Part of the thing though is that I am not convinced the GPL has the reach that
Stallman likes to pretend it does. At least in the US (and presumably even
fruits-of-labor countries) copyright is not supposed to be a way to monopolize
secondary markets for practical tools. See the concurrance in Lexmark v.
Static Control and also the opinion of the court in Sony v. Connectix. Note
that no court in the US has ever allowed secondary markets for practical tools
to be controlled through copyright of a work in the primary market, and I am
not aware of any country which has held otherwise.

In general, copyright is supposed to protect artistic contributions, and
protect and author from having his/her work distributed without compensation.
How that work is used in a practical way (i.e. other than as a work of art) is
beyond the scope of copyright law at least in the US, and presumably in other
places as well. Indeed, steps required to use a piece of software, even where
it involves literal copying and even distribution of literal copies, have been
held to be fair use under 17 USC 102(b). See Sony v. Connectix, Lexmark v.
Static Control, and Oracle v. Google.

So I think that copyright only gets you so far. The sort of control that
Stallman wants to see the GPL have can only be possible through software
patents and we know how he feels about that topic. The GPL cannot reach cases
where interoperability is sought and where the original work is not
distributed. Anything else is wishful thinking.
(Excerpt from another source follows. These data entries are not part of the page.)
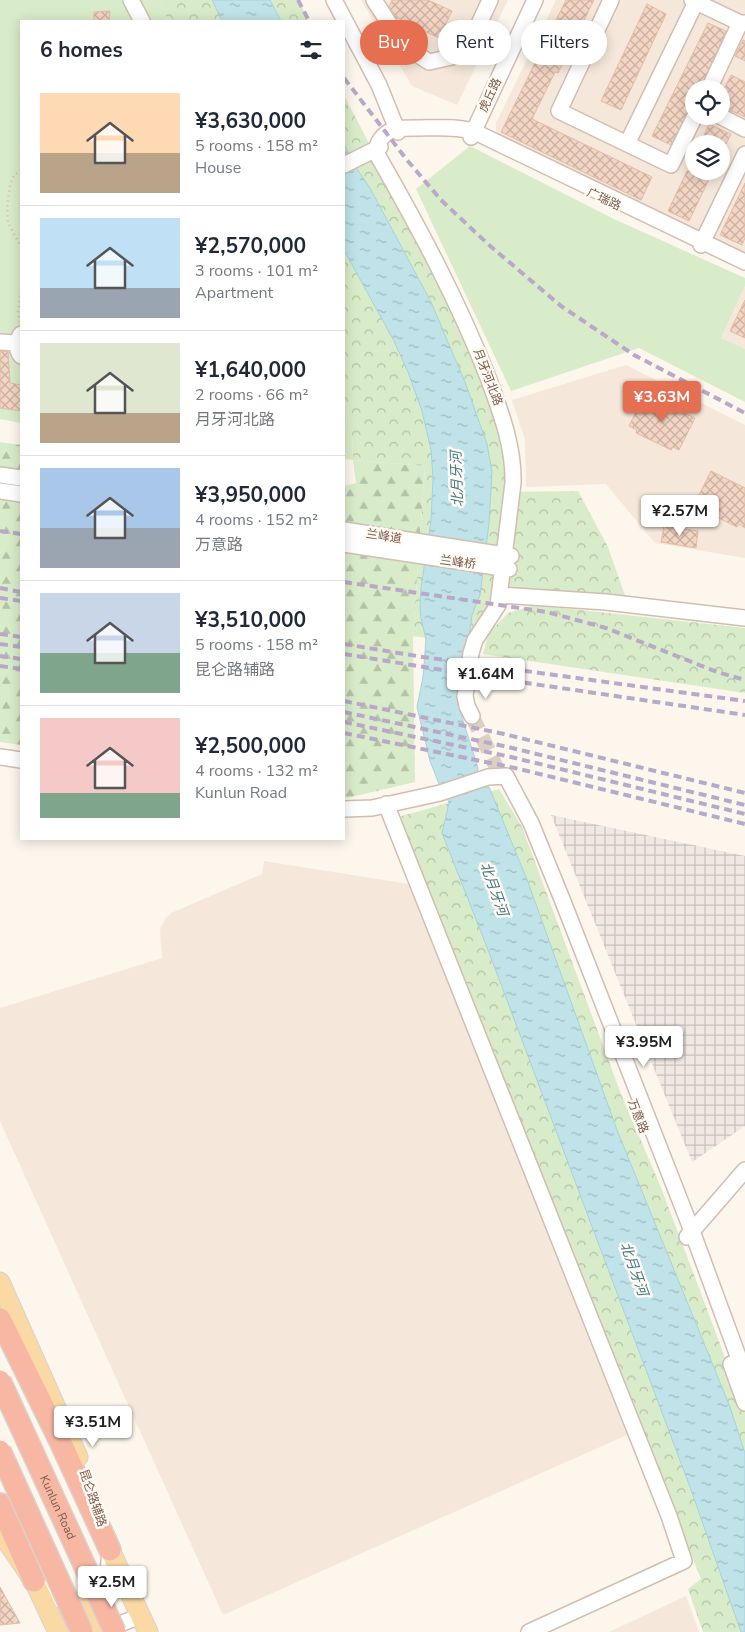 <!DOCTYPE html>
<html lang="en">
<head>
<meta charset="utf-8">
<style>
  body { margin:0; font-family:"Nunito Sans","Noto Sans SC",sans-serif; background:#f2f2f3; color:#1f2937; height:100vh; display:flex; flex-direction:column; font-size:19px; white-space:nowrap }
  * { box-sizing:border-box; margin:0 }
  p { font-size:16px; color:#747a83 }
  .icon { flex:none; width:28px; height:28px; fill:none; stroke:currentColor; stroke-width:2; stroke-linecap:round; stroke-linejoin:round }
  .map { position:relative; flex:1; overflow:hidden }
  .drawer { position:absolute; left:20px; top:20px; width:325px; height:820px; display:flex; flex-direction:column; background:#fff; border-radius:0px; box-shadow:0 2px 12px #0003 }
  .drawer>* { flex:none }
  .banner { position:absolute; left:360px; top:20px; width:310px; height:45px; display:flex; gap:10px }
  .controls { position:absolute; left:685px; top:80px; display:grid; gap:10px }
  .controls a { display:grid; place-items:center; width:45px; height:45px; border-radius:50%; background:#fff; box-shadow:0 2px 12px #0003; font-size:25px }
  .price { position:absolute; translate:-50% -42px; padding:0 11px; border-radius:5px; background:#fff; color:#222; font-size:16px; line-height:32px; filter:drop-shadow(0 1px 2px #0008) }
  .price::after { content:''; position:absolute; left:50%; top:30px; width:15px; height:11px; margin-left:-8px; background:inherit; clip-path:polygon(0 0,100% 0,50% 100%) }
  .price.active { background:#e76f51; color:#fff }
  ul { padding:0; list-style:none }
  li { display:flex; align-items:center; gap:15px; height:125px; padding:0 20px }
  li+li { border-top:1px solid #e0e1e3 }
  li span { display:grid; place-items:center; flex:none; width:140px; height:100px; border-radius:0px; color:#555 }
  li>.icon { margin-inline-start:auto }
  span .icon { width:60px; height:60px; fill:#fffc; stroke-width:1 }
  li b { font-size:21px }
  h2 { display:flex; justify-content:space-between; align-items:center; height:60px; padding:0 20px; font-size:21px }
  .pill { padding:0 18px; border-radius:22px; background:#fff; box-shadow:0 2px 12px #0003; font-size:18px; line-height:45px }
  .pill.active { background:#e76f51; color:#fff }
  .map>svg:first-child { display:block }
  .residential { fill:#f5e8da; fill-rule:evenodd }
  .industrial { fill:url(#industrial-grid) }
  .grass { fill:#d8ecc9 }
  .forest { fill:url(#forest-firs) }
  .park { fill:url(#park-crowns) }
  .water { fill:url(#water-ripples); stroke:#a5d3da }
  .building { fill:url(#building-cross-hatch); stroke:#e6bba3 }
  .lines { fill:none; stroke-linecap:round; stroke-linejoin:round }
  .minor-tunnel { stroke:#dcd0c4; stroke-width:15; stroke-dasharray:15 8; stroke-linecap:butt }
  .minor-casing { stroke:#d1beb0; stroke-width:18 }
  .major-casing { stroke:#dad1cd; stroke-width:21 }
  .highway-casing { stroke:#dad1cd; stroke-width:24 }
  .path { stroke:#d9b8a5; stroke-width:2.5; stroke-dasharray:1 4; stroke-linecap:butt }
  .minor { stroke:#fff; stroke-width:15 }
  .major { stroke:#fbd9a5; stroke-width:19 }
  .highway { stroke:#f7b7a3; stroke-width:21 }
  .rail { stroke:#b9a8c9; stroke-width:4; stroke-dasharray:8 5; stroke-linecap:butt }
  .highway-bridge-casing { stroke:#dad1cd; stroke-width:24; stroke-linecap:butt }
  .highway-bridge { stroke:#f7b7a3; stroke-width:21 }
  .labels { text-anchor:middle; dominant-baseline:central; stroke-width:5; stroke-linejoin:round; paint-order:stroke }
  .street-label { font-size:12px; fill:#7a5c4d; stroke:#fffaf3 }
  .water-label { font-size:14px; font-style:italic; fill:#437c86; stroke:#fffaf3 }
</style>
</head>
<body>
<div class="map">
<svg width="745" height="1632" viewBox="0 0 745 1632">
  <defs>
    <pattern id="industrial-grid" width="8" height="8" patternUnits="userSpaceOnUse" patternTransform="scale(1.25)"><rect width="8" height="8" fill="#efe9e4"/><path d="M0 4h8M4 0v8" fill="none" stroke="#c7c0bb"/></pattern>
    <pattern id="forest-firs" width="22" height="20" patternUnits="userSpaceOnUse" patternTransform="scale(1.25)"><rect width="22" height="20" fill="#d8ecc9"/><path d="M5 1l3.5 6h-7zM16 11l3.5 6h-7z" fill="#b4c2a5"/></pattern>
    <pattern id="park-crowns" width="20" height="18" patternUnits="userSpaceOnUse" patternTransform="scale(1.25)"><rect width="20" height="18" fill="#d8ecc9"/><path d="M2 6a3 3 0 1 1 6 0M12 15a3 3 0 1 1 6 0" fill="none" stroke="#b4c2a5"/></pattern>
    <pattern id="water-ripples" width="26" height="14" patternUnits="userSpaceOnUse" patternTransform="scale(1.25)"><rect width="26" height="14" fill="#bfe3e8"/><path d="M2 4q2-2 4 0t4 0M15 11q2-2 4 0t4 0" fill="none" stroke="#a0bbbe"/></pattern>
    <pattern id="building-cross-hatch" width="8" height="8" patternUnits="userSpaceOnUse" patternTransform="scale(1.25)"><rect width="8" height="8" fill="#f3d5c3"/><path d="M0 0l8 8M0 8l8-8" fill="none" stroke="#cab0a1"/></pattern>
  </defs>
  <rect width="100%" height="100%" fill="#fdf6ec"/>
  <path class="residential" d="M361 0H508L457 105 412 86Z
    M556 0H745V255L499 136 496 131V123ZM694 89H721V116H694ZM694 144H721V171H694Z
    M745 286V349L721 338Z
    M626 365 745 425V558L655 543 606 484 526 487 525 440 512 400Z
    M264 861 409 884 627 1435 223 1615 0 1121V1008L162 958 160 929 165 919 171 913 262 874Z
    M686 1596 699 1632H609Z"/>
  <path class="industrial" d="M551 815 745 856V1126L692 1162Z"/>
  <path class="grass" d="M0 0H160L168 21H21V423L0 419Z
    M470 146 614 219 745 278V286L721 338 745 349V402L639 348 511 391 416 189Z
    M344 398 352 434 353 460 344 459Z"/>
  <path class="forest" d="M0 442 21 445V745L0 742Z
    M353 460 425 466 413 636 415 782 347 798 344 797V486L356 483Z"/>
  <path class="park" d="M160 0H299L308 21H168Z
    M344 95 464 327 510 463 508 492 578 491 608 547 627 601 492 594 481 622 470 645 413 636 425 466 353 460 352 434 344 398Z
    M535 605 745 628V693L483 654 488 634 508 613Z
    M499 789 522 827 621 1094 660 1185 696 1280 745 1411V1632H703L688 1589 701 1579 398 817Z"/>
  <path class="water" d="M212 0H270L281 21H222Z
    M344 144 355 166 370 188 431 302 465 382 487 444 492 472 489 523 480 595 472 615 459 708 478 768 474 788 489 787 528 882 617 1130 730 1407 745 1453V1632H741L690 1487 490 955 442 833 449 803 443 787 439 784 430 761 417 707 423 677 426 639 421 618 420 608 421 588 431 521 433 478 431 450 422 411 408 372 394 341 344 250Z"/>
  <path class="building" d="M392 0H428L452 11 439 38 397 18 389 7Z
    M566 0H594L558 73 555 72 532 119 652 177 641 200 501 132Z
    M647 4 666 14 621 110 601 101Z
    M110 11 109 21H94V12Z
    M708 23 726 31 700 89H694V101L671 145 652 136Z
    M743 40 745 41V61L735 56Z
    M731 75 745 82V117L721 106V95Z
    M709 124 731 134 726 144H700Z
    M687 171H713L689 221 668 211Z
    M745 183V238L742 245 720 235Z
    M745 300V338L730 331Z
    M0 351 8 352 10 383 21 385V411L0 408Z
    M645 394 695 418 679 450 673 447 671 450 661 445 636 433 637 430 629 426Z
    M711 471 745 488V528L739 524 737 527 727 522 702 510 703 507 695 503Z
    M664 526 698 531 696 548 661 542Z
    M0 1587 20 1623 0 1625Z"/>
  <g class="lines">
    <path class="minor-tunnel" d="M472 716 501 777"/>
    <g class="minor-casing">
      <path id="minor" d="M131 0 142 21
        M334 0 379 85 398 132
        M374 0 403 45 429 62 465 54 490 0
        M611 0 559 111 671 165 695 116
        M692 0 740 23H745
        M709 89 740 23
        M720 116 745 129
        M471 137 535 0
        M627 144 696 2
        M344 165 380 147
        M701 245 745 154
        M21 334C16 342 16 349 21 356
        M0 342 17 343
        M0 475 21 478
        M0 491 21 494
        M344 530 511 556
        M344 544 509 569
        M499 595 606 602 745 618
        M472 716 467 706 465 696 471 653 475 640 498 605 513 483C514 447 501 413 489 380 459 302 419 228 378 156 374 144 383 133 395 129 401 128 408 128 414 128 434 128 454 126 473 131L745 262
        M0 757 21 760
        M386 804 669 1516 684 1561 529 1632
        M344 809 372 808 440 793 488 777 506 776 531 823 562 899 692 1231 745 1375
        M687 1237 745 1170
        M731 1364 745 1403
        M35 1582C42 1588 49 1595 57 1599 76 1606 99 1597 106 1578 109 1569 109 1560 110 1551
        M105 1630 140 1616"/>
    </g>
    <g class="major-casing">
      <path id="major" d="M0 1282 78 1457
        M0 1531 34 1581 58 1632
        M106 1537 110 1550 148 1632
        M80 1601 94 1632"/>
    </g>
    <g class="highway-casing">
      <path id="highway" d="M0 1319 60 1441 110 1550
        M0 1504 34 1581"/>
    </g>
    <path class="path" d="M21 170 14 175 10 185 7 208 8 223 21 246
      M20 322 18 313 21 290"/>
    <use href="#minor" class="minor"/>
    <use href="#major" class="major"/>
    <use href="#highway" class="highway"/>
    <path class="rail" d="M298 0 309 21
      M344 78 407 160 441 200 489 245 561 306 634 355 745 413
      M0 531 21 534
      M344 582 547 612 606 628 717 672 745 680
      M0 588 21 592
      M0 598 21 601
      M0 634 21 637
      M0 644 21 647
      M344 644 423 657 745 701
      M344 654 479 676 745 715
      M0 656 21 659
      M0 666 21 669
      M344 701 504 734 745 793
      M344 712 508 747 745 805
      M344 722 511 757 745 814
      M344 733 515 768 745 824"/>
    <g class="highway-bridge-casing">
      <g id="highway-bridge">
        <path id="s1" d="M0 1381 115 1632"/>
        <path d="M0 1451 82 1632"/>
      </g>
    </g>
    <use href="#highway-bridge" class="highway-bridge"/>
  </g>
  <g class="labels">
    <g class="street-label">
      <text transform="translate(490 95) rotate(-65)">虎丘路</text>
      <text transform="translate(604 199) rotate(25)">广瑞路</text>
      <text transform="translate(488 377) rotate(69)">月牙河北路</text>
      <text transform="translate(384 536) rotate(9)">兰峰道</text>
      <text transform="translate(458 562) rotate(8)">兰峰桥</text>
      <text transform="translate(638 1116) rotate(69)">万意路</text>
      <text transform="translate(93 1498) rotate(71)">昆仑路辅路</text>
      <text stroke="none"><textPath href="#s1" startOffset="139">Kunlun Road</textPath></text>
    </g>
    <g class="water-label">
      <text transform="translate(457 479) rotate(-92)">北月牙河</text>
      <text transform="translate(494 889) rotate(70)">北月牙河</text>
      <text transform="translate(634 1269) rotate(70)">北月牙河</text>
    </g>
  </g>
</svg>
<div class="controls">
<a><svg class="icon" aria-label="locate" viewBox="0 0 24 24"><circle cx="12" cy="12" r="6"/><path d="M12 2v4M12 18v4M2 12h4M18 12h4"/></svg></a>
<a><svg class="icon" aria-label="layers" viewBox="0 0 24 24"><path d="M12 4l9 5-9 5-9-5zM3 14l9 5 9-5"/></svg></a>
</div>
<b class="price active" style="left:662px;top:423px">¥3.63M</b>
<b class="price" style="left:680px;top:537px">¥2.57M</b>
<b class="price" style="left:486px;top:700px">¥1.64M</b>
<b class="price" style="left:644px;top:1068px">¥3.95M</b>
<b class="price" style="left:93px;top:1448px">¥3.51M</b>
<b class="price" style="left:112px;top:1608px">¥2.5M</b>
<div class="banner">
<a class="pill active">Buy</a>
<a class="pill">Rent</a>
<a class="pill">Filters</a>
</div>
<section class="drawer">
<h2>6 homes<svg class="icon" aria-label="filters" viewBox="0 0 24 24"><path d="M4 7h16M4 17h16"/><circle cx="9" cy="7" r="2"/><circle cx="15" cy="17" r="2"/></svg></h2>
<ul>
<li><span style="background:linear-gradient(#ffd9b3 60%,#b9a48a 0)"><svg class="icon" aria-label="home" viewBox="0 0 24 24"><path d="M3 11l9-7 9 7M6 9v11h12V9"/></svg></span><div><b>¥3,630,000</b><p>5 rooms · 158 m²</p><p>House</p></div></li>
<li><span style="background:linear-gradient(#bfe0f5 70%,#9aa5b1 0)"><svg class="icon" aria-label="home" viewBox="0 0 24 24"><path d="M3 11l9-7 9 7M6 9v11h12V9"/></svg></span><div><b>¥2,570,000</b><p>3 rooms · 101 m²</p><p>Apartment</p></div></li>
<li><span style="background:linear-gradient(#dfe7d0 70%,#b9a48a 0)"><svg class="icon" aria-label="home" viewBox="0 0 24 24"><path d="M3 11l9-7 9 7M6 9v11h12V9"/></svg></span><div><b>¥1,640,000</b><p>2 rooms · 66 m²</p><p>月牙河北路</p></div></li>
<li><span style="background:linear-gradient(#a9c7e8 60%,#9aa5b1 0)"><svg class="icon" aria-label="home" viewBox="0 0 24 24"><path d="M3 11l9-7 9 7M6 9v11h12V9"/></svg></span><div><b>¥3,950,000</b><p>4 rooms · 152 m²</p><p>万意路</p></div></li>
<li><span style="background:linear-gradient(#c9d6e8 60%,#7fa58c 0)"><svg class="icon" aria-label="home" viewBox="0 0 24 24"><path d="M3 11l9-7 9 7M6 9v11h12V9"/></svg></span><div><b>¥3,510,000</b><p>5 rooms · 158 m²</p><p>昆仑路辅路</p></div></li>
<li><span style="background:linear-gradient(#f6c9c9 75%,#7fa58c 0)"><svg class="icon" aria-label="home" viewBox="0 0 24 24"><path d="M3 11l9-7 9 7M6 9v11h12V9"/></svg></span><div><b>¥2,500,000</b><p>4 rooms · 132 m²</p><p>Kunlun Road</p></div></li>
</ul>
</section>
</div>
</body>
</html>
So I don't see the GPL as any great menace, but a lot of that is because I
don't think it reaches as far as Stallman likes to think (or at least pretend)
that it does.

IANAL, TINLA, and if you are looking for legal advice here you are a fool for
trying to get it on HN ;-)

------
aaronsw
Shorter johnw: I heart Ayn Rand.

In particular, I'm pretty sure Stallman (like most Americans) is in favor of
taking from the rich and giving to the poor, so trying to persuade him that
free software is a bad idea because it's like that seems pretty clueless.

------
jiggy2011
This is too long and will not change his mind.